I’ve watched my mom and my parents-in-law these past weeks. They’re all readers. They read in the mornings and the afternoons and at night and in between they walk and drink and swim in the sea. They read thrillers and short stories and non-fiction and literary novels and if a book is boring they chuck it and choose something else. They seek delight and new thoughts. They read not to pass the time but to enhance it and themselves, and they talk about the books afterwards with light in their eyes and press their favourites on those who haven’t read them yet.

I sometimes worry about my generation and those following. What will happen to them when they get old without reading? How will they keep moving their minds? How will they find new things to think and talk about? And what about me? No one says growing old is fun, but old age spent in the company of a generation slumped in front of Netflix or joylessly scrolling Facebook seems an especially unnatural punishment.

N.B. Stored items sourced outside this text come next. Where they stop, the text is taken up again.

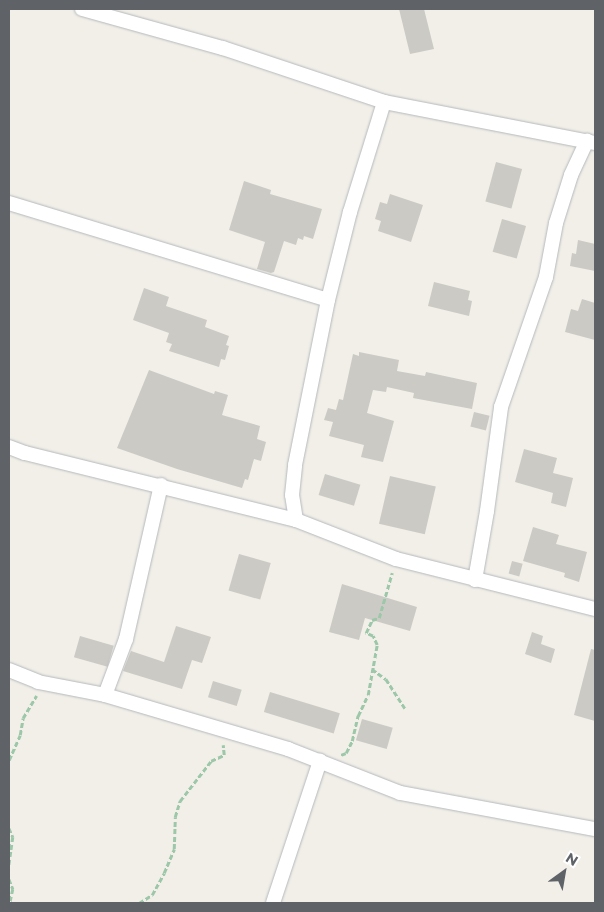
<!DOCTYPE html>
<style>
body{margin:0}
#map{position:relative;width:604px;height:912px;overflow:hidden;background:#f1efe8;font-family:Montserrat,sans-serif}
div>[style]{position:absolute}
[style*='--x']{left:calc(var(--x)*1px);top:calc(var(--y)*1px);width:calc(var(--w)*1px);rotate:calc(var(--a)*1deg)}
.building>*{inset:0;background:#cccac5;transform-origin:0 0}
.path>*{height:2.5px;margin-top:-1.25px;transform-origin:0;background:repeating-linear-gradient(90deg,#9cc7a9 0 5px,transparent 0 7.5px)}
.roads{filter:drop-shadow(0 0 1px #b5b8bc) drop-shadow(0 0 1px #b5b8bc)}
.street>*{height:14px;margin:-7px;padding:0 7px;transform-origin:7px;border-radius:7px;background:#fff}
span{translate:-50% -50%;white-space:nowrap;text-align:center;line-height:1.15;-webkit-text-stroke:5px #fff;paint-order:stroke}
.frame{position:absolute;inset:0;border:10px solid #5f6368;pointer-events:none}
.north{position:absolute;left:539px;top:847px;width:50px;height:50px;-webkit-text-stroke:4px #fff;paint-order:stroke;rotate:32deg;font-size:14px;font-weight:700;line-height:20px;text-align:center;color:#5f6368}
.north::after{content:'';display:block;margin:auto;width:18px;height:22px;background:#5f6368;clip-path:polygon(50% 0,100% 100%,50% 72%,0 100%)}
</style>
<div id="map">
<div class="building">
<div style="clip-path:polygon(399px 9px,424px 9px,434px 49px,410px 54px)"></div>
<div style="left:496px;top:162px;width:27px;height:41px;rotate:15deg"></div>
<div style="clip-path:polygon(244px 181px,271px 190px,270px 194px,322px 209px,313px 239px,304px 236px,303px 240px,298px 238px,296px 245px,284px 241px,274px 272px,271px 273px,257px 269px,265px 242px,229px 230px)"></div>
<div style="clip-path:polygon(390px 194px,423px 205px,411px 242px,378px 231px,381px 221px,375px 219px,380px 202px,387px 204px)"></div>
<div style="left:502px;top:219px;width:25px;height:34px;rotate:16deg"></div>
<div style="clip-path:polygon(578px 240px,595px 244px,595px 271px,570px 266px,572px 253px,576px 254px)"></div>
<div style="clip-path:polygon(434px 282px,470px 291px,468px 300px,472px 301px,469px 316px,428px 306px)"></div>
<div style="clip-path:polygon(144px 288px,169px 297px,166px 306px,207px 320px,205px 327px,229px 336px,226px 345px,229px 346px,225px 360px,221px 359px,219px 367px,169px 351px,172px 344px,166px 342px,169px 333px,133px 320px)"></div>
<div style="clip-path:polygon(582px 299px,595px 303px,595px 340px,565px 332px,571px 309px,578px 311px)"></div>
<div style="clip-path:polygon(359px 352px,399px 360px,397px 371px,425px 376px,426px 372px,477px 383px,472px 409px,413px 398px,414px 393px,387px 387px,386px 392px,373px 390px,367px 413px,394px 421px,383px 462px,361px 457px,364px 445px,329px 436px,333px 422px,324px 420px,328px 408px,336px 410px,339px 399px,343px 400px,353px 354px,359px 356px)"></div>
<div style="clip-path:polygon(149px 370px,214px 394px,215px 391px,228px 395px,222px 415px,260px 426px,257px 439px,266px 442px,261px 461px,254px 459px,248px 480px,245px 479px,242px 488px,177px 469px,117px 448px)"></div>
<div style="left:474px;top:412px;width:16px;height:15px;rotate:14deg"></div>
<div style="clip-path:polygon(524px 449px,557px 458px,553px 473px,573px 478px,566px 507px,551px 503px,553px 493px,515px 482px)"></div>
<div style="left:325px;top:474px;width:37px;height:22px;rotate:17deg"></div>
<div style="left:390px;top:476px;width:47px;height:49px;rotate:13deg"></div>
<div style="clip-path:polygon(533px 527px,559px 535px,556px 544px,587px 552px,579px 582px,564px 577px,565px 573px,523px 561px)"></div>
<div style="left:239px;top:554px;width:33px;height:38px;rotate:16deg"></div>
<div style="left:512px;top:561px;width:11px;height:13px;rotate:15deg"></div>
<div style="clip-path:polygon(342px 584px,417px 607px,410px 631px,365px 618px,359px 640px,329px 632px)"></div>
<div style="clip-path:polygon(176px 626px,211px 637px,202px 663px,192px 660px,182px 689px,123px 671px,131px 651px,164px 662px)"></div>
<div style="clip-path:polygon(532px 632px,543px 636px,541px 644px,555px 649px,551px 663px,525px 654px)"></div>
<div style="left:80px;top:636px;width:35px;height:22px;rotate:16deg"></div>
<div style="clip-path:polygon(591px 649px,595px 650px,595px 721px,574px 715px)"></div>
<div style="left:213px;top:681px;width:30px;height:17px;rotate:17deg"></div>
<div style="left:270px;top:692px;width:73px;height:21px;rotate:17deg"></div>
<div style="left:362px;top:719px;width:32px;height:22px;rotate:16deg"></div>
</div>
<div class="path">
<div style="--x:372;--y:669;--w:17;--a:36"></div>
<div style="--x:386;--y:679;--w:35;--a:57"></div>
<div style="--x:341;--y:755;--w:5;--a:-22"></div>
<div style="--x:346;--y:753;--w:13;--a:-63"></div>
<div style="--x:352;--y:741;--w:26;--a:-77"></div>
<div style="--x:358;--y:716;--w:23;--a:-65"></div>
<div style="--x:368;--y:695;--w:51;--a:-79.8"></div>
<div style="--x:377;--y:645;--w:10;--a:-114"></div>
<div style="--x:373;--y:636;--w:8;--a:-157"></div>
<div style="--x:366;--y:633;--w:14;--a:-65"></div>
<div style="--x:372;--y:620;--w:7;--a:-16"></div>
<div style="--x:379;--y:618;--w:47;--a:-73.9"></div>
<div style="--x:9;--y:760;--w:27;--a:-66"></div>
<div style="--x:20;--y:735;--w:17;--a:-80"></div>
<div style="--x:23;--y:718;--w:26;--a:-59"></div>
<div style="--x:9;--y:828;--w:10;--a:66"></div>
<div style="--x:13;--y:837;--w:29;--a:98"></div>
<div style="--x:9;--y:879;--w:11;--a:68"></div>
<div style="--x:13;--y:889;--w:14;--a:102"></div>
<div style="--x:139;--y:903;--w:15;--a:-32"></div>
<div style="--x:152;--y:895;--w:25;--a:-61"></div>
<div style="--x:164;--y:873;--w:26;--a:-67"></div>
<div style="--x:174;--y:849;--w:32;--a:-88"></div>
<div style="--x:175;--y:817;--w:17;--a:-73"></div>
<div style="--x:180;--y:801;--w:51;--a:-52.2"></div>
<div style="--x:211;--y:761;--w:14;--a:-25"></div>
<div style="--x:224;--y:755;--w:10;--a:-96"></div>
</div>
<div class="roads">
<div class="street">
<div style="--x:82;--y:9;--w:146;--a:15.5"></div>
<div style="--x:223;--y:48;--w:170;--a:18.5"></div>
<div style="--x:384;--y:102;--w:215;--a:11"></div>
<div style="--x:9;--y:203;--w:333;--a:16.9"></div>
<div style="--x:9;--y:447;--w:17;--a:21"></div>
<div style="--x:25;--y:453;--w:279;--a:13.9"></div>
<div style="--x:296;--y:520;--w:107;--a:21.3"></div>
<div style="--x:396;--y:559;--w:205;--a:14.1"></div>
<div style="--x:296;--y:520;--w:25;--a:-99"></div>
<div style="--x:292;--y:495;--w:30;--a:-84"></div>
<div style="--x:295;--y:465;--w:168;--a:-78.7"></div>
<div style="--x:328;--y:300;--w:91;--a:-76"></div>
<div style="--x:350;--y:212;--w:115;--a:-72.8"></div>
<div style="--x:475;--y:580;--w:70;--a:-80.1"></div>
<div style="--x:487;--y:511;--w:105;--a:-82.3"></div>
<div style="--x:501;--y:407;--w:138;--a:-70.9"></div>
<div style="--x:546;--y:277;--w:55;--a:-79.5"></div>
<div style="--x:556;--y:223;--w:50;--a:-72.6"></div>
<div style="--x:571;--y:175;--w:38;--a:-65"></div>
<div style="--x:9;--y:670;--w:31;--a:22"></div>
<div style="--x:38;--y:682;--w:68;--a:11"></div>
<div style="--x:105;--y:695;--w:191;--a:16.4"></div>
<div style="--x:288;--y:749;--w:120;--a:21.4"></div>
<div style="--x:400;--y:793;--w:198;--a:10.5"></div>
<div style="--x:105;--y:695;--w:60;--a:-69.4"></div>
<div style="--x:126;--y:639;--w:158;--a:-77.2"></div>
<div style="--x:273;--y:903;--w:150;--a:-71.7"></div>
</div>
</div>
<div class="frame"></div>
<div class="north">N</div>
</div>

This thought alarmed me so I went in search of my wife. She wasn’t in the cottage. Finally I found her sitting under a tree, her knees pulled up and A Little Life by Hanya Yanagihara balanced on the back of her thighs. She didn’t notice me; she was frowning at the page with great intensity and I wanted to know what was happening and where it had taken her, but I tiptoed away because there’s plenty of time yet.